• **EXERCISE**
The exercise calls for exact output of the lines between the one that contains "Task: What data" and the end of the data, with both ends kept and pictures left out.

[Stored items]

────────────────────

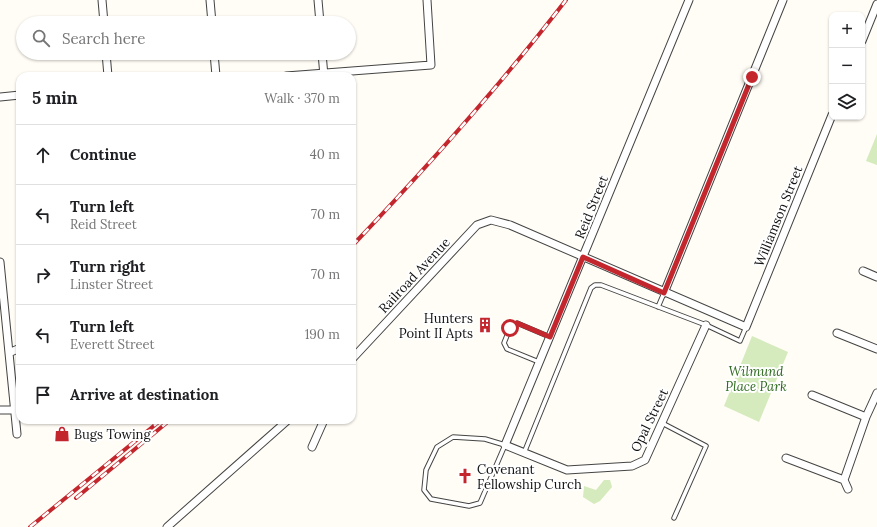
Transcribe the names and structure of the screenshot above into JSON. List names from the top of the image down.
{
  "streets": {
    "street": [
      "Reid Street",
      "Williamson Street",
      "Railroad Avenue",
      "Opal Street"
    ]
  },
  "crossings": [
    ["Reid Street", "Railroad Avenue"],
    ["Reid Street", "Opal Street"]
  ],
  "parks": ["Wilmund Place Park"],
  "places": {
    "building": ["Hunters Point II Apts"],
    "shop": ["Bugs Towing"],
    "church": ["Covenant Fellowship Curch"]
  },
  "page": {
    "map_buttons": ["+", "−"],
    "search": "Search here",
    "heading": ["5 min", "Walk · 370 m"],
    "list": [
      ["Continue", "40 m"],
      ["Turn left", "Reid Street", "70 m"],
      ["Turn right", "Linster Street", "70 m"],
      ["Turn left", "Everett Street", "190 m"],
      "Arrive at destination"
    ]
  }
}
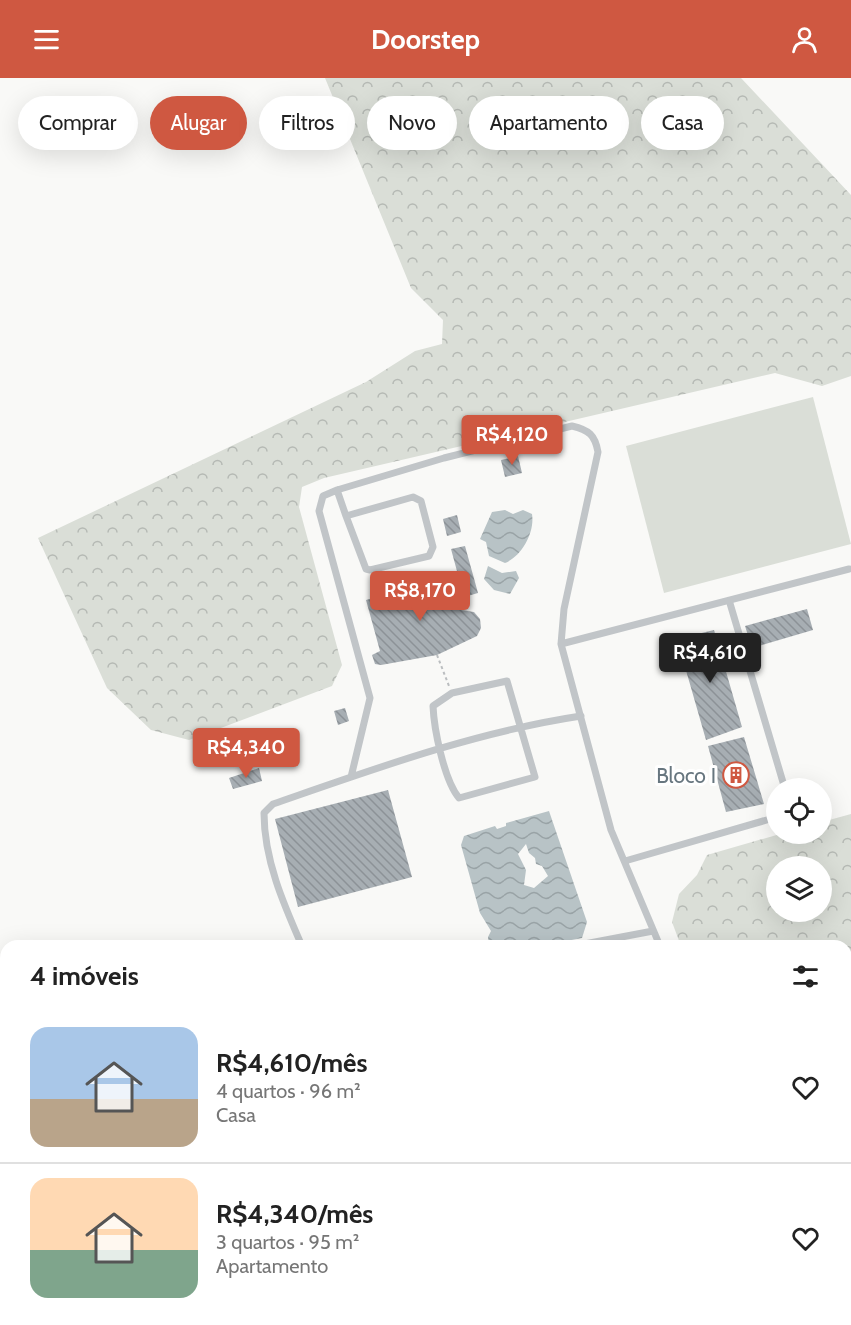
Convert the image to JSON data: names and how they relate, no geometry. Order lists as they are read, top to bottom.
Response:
{
  "places": {
    "building": ["Bloco I"]
  },
  "page": {
    "header": "Doorstep",
    "chip": [
      "Comprar",
      "Alugar",
      "Filtros",
      "Novo",
      "Apartamento",
      "Casa"
    ],
    "price": [
      "R$4,120",
      "R$8,170",
      "R$4,610",
      "R$4,340"
    ],
    "heading": "4 imóveis",
    "list": [
      {
        "name": "R$4,610/mês",
        "note": "4 quartos · 96 m² · Casa"
      },
      {
        "name": "R$4,340/mês",
        "note": "3 quartos · 95 m² · Apartamento"
      }
    ]
  }
}
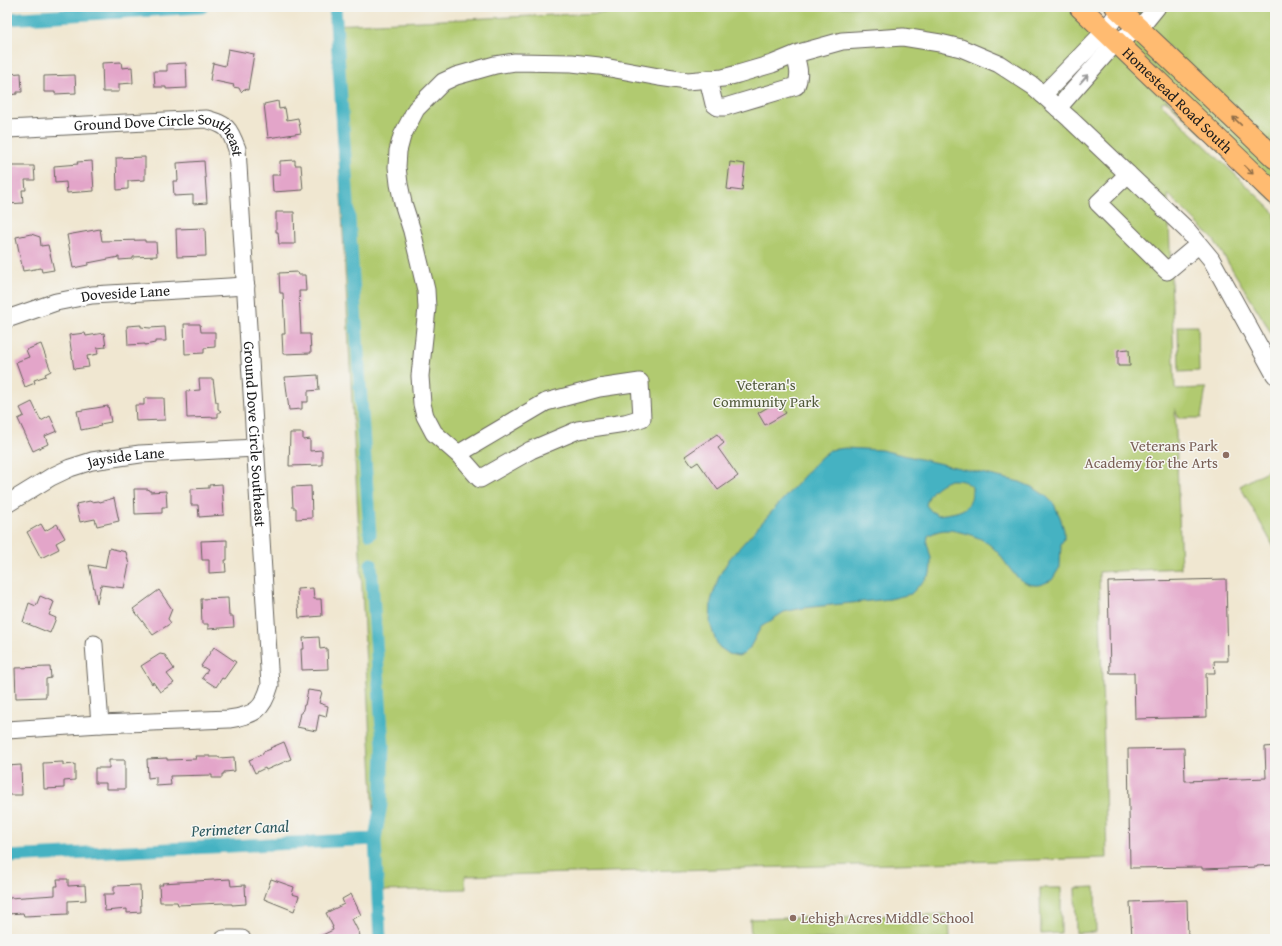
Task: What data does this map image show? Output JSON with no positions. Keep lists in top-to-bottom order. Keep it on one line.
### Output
{"streets":{"main road":["Homestead Road South"],"street":["Ground Dove Circle Southeast","Doveside Lane","Jayside Lane"]},"crossings":[["Ground Dove Circle Southeast","Doveside Lane"],["Ground Dove Circle Southeast","Jayside Lane"]],"water":["Perimeter Canal"],"parks":["Veteran's Community Park"],"places":["Veterans Park Academy for the Arts","Lehigh Acres Middle School"]}
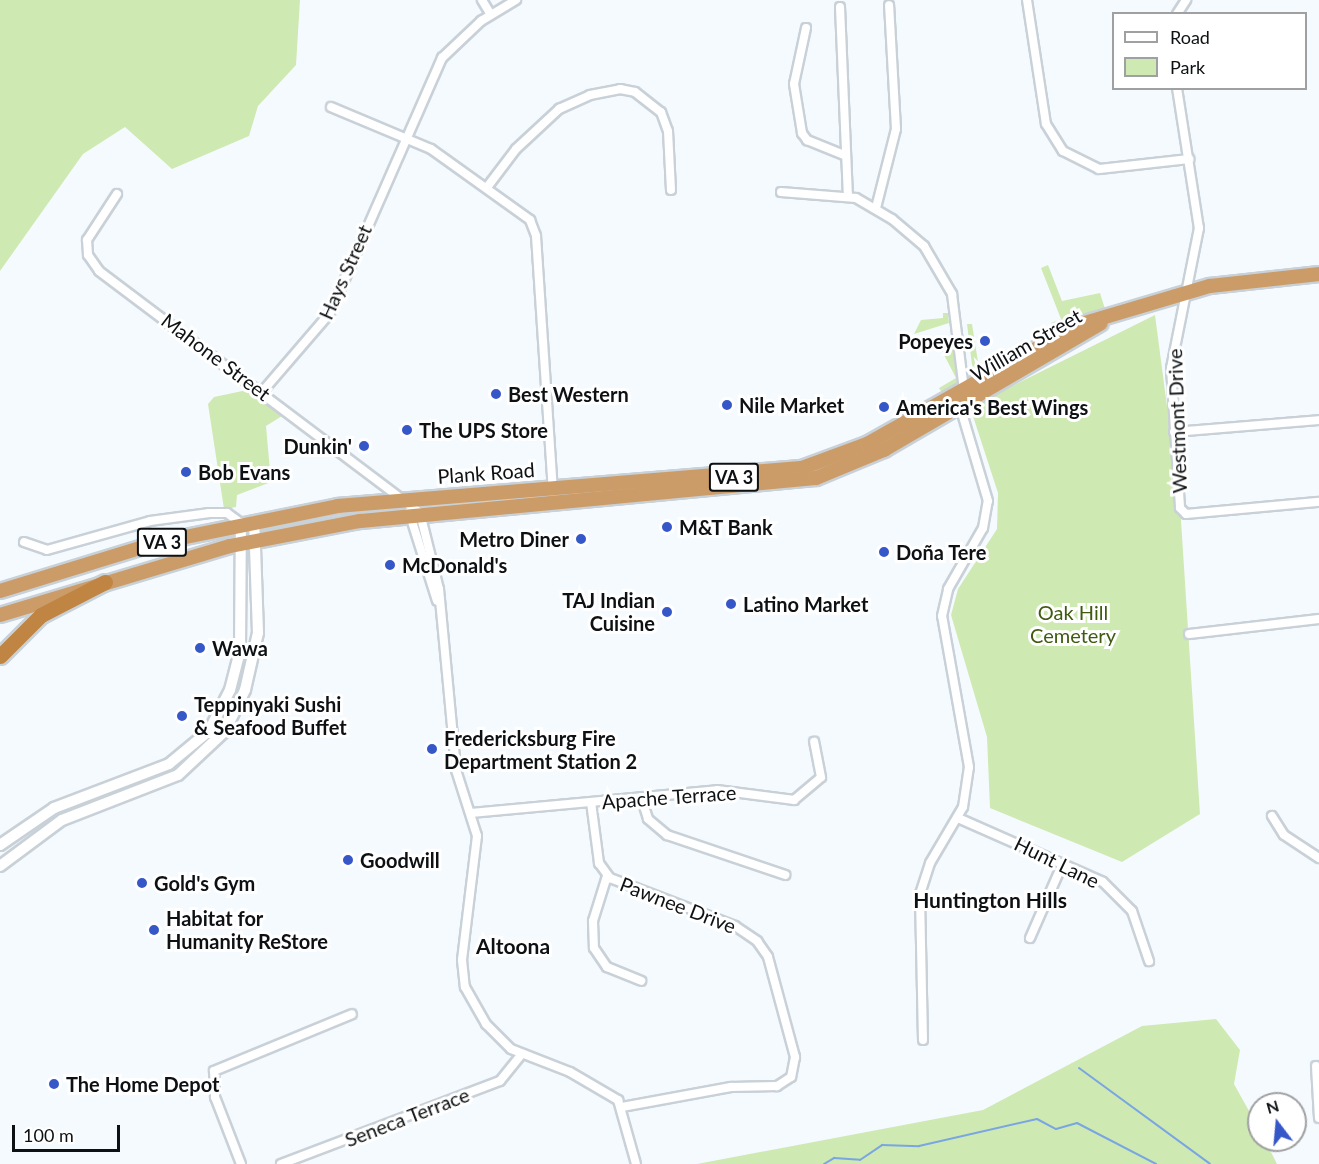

────────────────────

• **RESULT BELOW**
Task: What data does this map image show? Output JSON with no positions. Keep lists in top-to-bottom order. Keep it on one line.
### Output
{"streets":{"main road":["Homestead Road South"],"street":["Ground Dove Circle Southeast","Doveside Lane","Jayside Lane"]},"crossings":[["Ground Dove Circle Southeast","Doveside Lane"],["Ground Dove Circle Southeast","Jayside Lane"]],"water":["Perimeter Canal"],"parks":["Veteran's Community Park"],"places":["Veterans Park Academy for the Arts","Lehigh Acres Middle School"]}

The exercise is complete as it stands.